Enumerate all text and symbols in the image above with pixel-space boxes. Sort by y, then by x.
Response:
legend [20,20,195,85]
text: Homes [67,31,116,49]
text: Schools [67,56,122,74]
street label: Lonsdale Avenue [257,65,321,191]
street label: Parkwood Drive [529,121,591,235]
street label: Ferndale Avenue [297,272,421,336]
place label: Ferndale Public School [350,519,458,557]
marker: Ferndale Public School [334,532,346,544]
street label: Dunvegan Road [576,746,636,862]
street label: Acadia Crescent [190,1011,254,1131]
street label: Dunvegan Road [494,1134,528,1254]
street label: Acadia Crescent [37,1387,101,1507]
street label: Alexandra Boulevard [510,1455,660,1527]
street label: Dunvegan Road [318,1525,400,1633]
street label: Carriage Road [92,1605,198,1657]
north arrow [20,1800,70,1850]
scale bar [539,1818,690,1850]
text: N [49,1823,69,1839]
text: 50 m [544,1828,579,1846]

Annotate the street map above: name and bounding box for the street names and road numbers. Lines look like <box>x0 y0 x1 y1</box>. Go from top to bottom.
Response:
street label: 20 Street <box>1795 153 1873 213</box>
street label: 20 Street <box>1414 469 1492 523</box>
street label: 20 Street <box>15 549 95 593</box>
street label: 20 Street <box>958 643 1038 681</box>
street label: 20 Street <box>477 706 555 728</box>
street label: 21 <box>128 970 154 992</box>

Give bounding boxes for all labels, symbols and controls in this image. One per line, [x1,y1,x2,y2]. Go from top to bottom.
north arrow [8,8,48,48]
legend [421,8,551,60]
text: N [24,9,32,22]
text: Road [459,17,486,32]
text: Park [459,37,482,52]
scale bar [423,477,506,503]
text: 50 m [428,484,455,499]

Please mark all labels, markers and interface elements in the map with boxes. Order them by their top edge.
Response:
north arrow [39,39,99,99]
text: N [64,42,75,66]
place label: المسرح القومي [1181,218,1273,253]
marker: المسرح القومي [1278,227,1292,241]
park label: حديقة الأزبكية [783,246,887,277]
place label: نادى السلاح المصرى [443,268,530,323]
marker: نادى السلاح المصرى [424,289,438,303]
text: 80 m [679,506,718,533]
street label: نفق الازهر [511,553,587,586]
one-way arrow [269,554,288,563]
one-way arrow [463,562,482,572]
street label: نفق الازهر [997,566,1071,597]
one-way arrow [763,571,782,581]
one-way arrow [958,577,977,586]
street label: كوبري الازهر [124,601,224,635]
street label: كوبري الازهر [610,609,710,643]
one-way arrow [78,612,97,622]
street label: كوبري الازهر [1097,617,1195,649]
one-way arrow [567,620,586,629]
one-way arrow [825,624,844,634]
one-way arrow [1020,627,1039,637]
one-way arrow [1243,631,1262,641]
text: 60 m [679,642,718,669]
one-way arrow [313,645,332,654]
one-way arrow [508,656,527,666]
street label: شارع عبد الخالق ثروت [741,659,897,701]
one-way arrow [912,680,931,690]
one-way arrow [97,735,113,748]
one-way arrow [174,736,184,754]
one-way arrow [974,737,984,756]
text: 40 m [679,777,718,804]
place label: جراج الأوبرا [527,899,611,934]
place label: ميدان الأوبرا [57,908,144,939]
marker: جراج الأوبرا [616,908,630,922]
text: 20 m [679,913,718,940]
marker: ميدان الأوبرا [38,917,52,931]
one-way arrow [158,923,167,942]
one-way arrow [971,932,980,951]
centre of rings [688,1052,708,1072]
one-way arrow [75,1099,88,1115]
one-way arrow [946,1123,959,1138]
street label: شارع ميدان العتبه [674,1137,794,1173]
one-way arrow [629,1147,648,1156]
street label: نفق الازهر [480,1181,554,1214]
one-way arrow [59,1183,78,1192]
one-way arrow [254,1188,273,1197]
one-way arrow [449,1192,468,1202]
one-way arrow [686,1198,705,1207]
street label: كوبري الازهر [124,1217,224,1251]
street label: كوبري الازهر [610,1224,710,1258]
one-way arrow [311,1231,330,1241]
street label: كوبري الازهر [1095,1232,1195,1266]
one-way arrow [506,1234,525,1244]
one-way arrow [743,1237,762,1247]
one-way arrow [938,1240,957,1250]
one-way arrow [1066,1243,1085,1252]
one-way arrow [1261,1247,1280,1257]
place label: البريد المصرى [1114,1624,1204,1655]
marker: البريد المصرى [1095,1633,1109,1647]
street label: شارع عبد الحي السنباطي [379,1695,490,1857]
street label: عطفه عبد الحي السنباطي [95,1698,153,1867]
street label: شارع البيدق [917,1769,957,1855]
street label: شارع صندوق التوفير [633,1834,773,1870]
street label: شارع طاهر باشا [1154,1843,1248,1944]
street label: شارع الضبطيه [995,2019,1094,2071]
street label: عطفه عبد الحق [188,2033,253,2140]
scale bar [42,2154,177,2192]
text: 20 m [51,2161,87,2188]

:::

Work instructions -> From the entries above, return each line with the word "Avenue" in it.

Finished exercise ->
street label: Lonsdale Avenue [257,65,321,191]
street label: Ferndale Avenue [297,272,421,336]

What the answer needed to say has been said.